In any case, Muzzone says, the feed manufacturer probably has the benefit of knowledge of working with the OEM. If a particular extruder was purchased new, both should know the history of the machine based on service and maintenance records. Therefore, she says, the feed manufacturer should have the ability to make a “competitive value analysis” on OEM parts versus others.

Muzzone acknowledges that the OEM is totally familiar with the design of the screw, for example, and has installed and, at least initially, configured the extruder for a particular range of jobs. She points out that the feed manufacturer and the extruder supplier may still enjoy a close working relationship. Nonetheless, she notes, tungsten carbide-clad components currently are installed in extruders operated by the majority of large petfood manufactures and many aquafeed manufactures.

The rebuild option

The quality of the rebuild of rebuilt component — mostly barrels and screws — greatly depends upon the specialized skill of the rebuilder and which technology is used.

“You can put anything on the ‘OD’ (outside diameter),” Muzzone says, “from a mild steel to a version of carbide hard-facing.

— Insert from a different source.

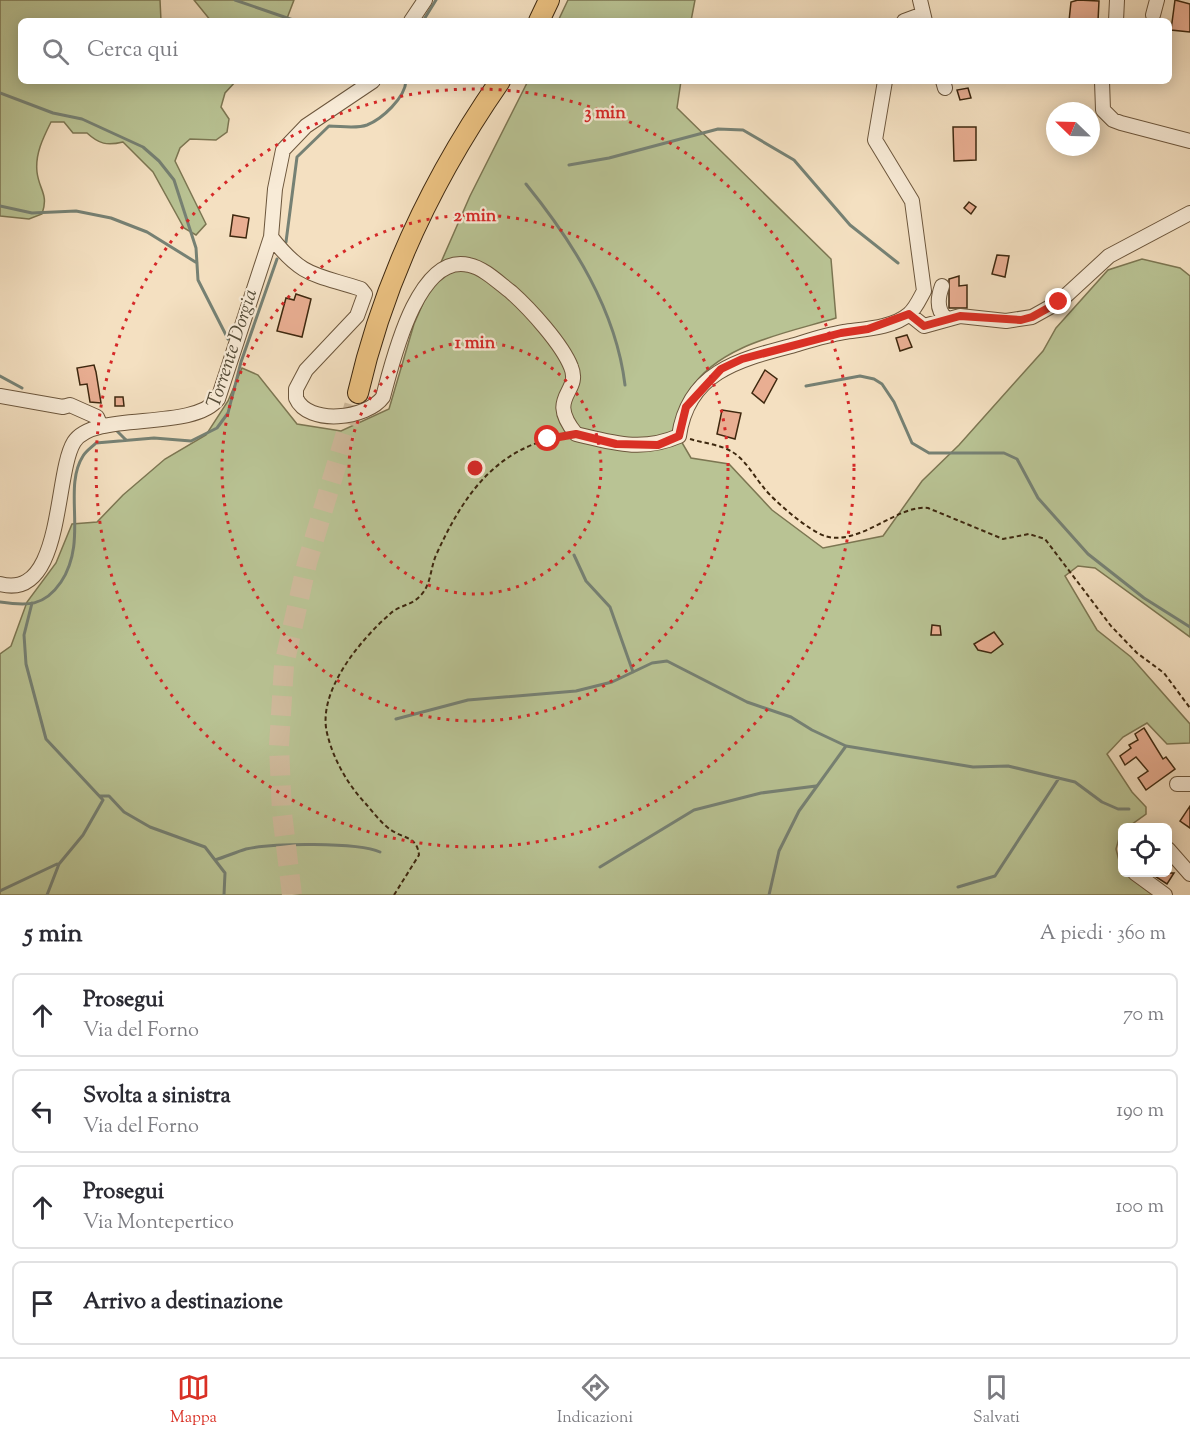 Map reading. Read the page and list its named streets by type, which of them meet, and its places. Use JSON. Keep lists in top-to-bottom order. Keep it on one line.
{"water":["Torrente Dorgia"],"north":"top left","page":{"search":"Cerca qui","heading":["5 min","A piedi · 360 m"],"list":[["Prosegui","Via del Forno","70 m"],["Svolta a sinistra","Via del Forno","190 m"],["Prosegui","Via Montepertico","100 m"],"Arrivo a destinazione"],"nav":["Mappa","Indicazioni","Salvati"]},"rings":["3 min","2 min","1 min"]} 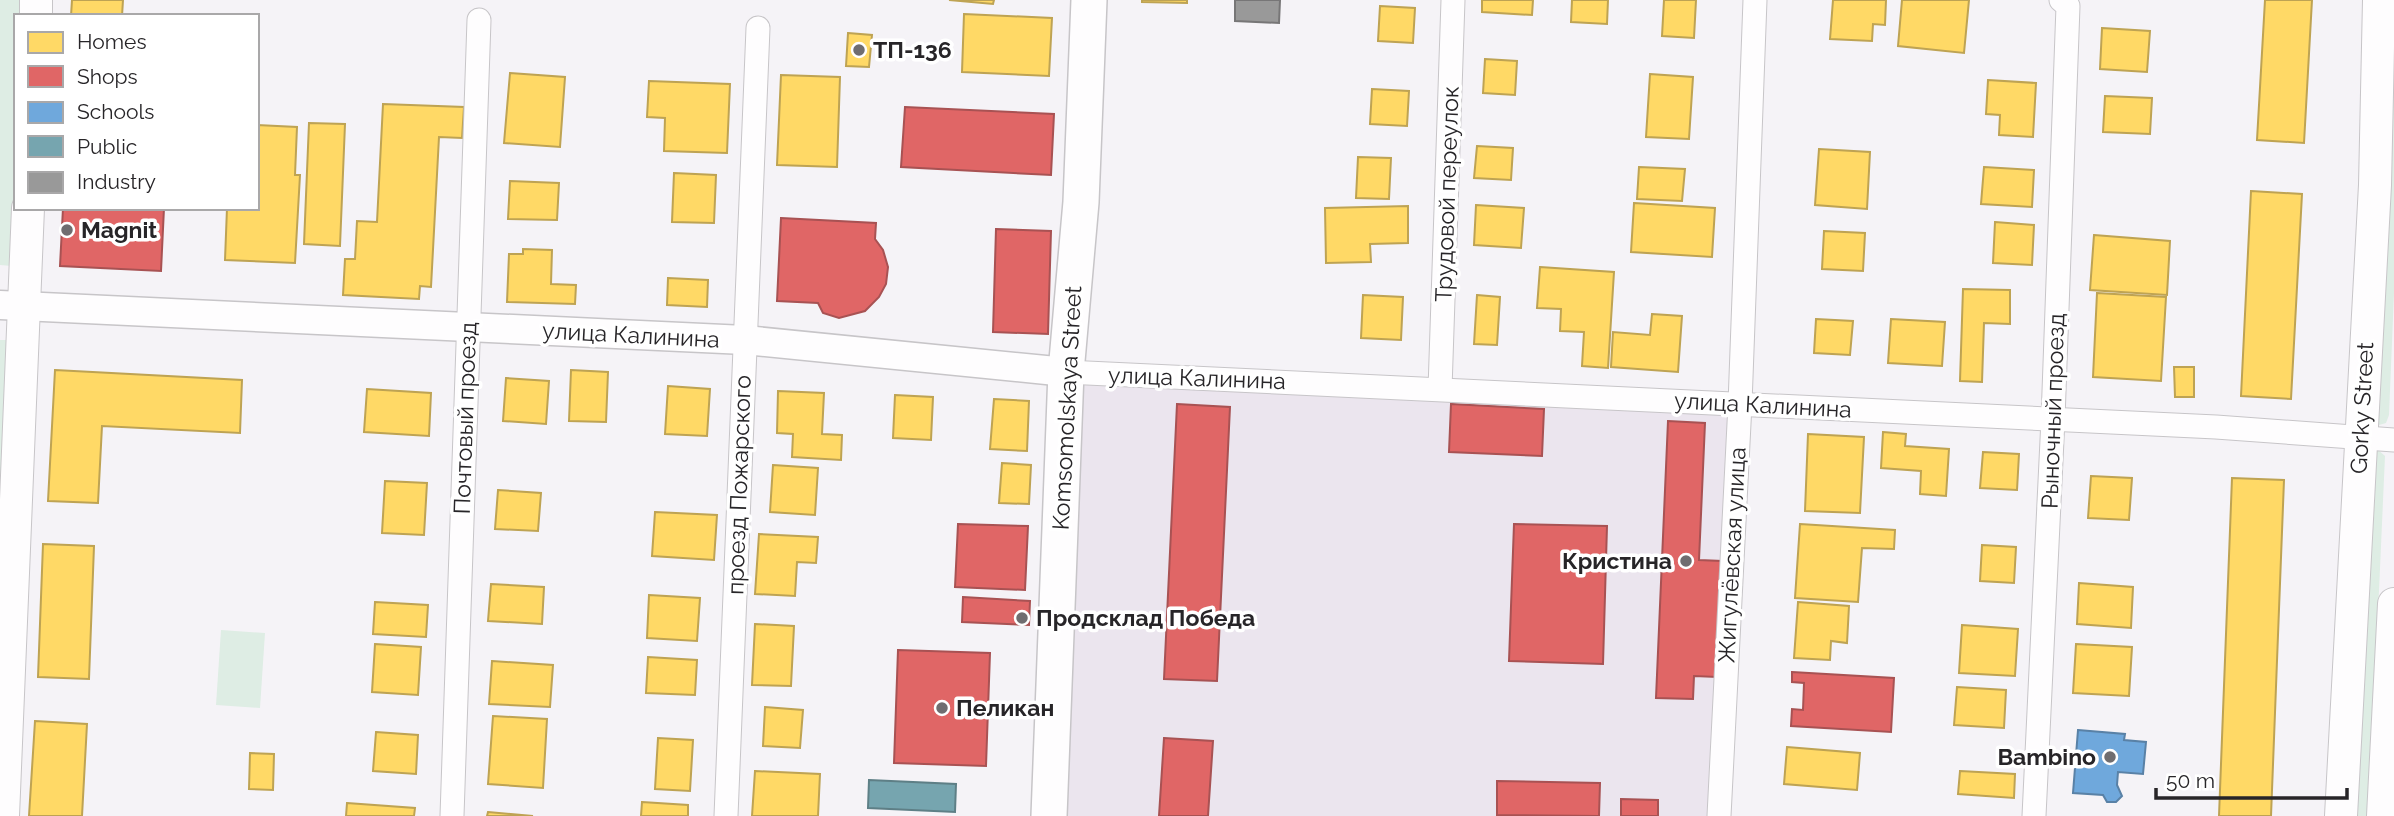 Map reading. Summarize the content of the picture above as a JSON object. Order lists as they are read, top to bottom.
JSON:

So the life expectancy on the components could vary along with the cost. Typically, rebuilding is cheaper because the rebuilder is just taking the existing part and ‘welding it up’, then grinding it down to spec.

“But there are some serious issues with the rebuilding process. The profile of the screw changes under wear during normal operation. In the process of rebuilding it, the grinding and polishing further changes the profile. Even the metallurgical structure of the steel substrate can alter because welding by hand results in variable heat application.”

“In operation, the screw flights typically wear on the ‘pusher’ side, in the corner of the top radius. So, as the rebuilder brings the OD back to spec, he might add some welded reinforcement, but usually no hard-facing or other protection for the pusher side of the flight. With each rebuilding, then, the working face of the flights get thinner and thinner.”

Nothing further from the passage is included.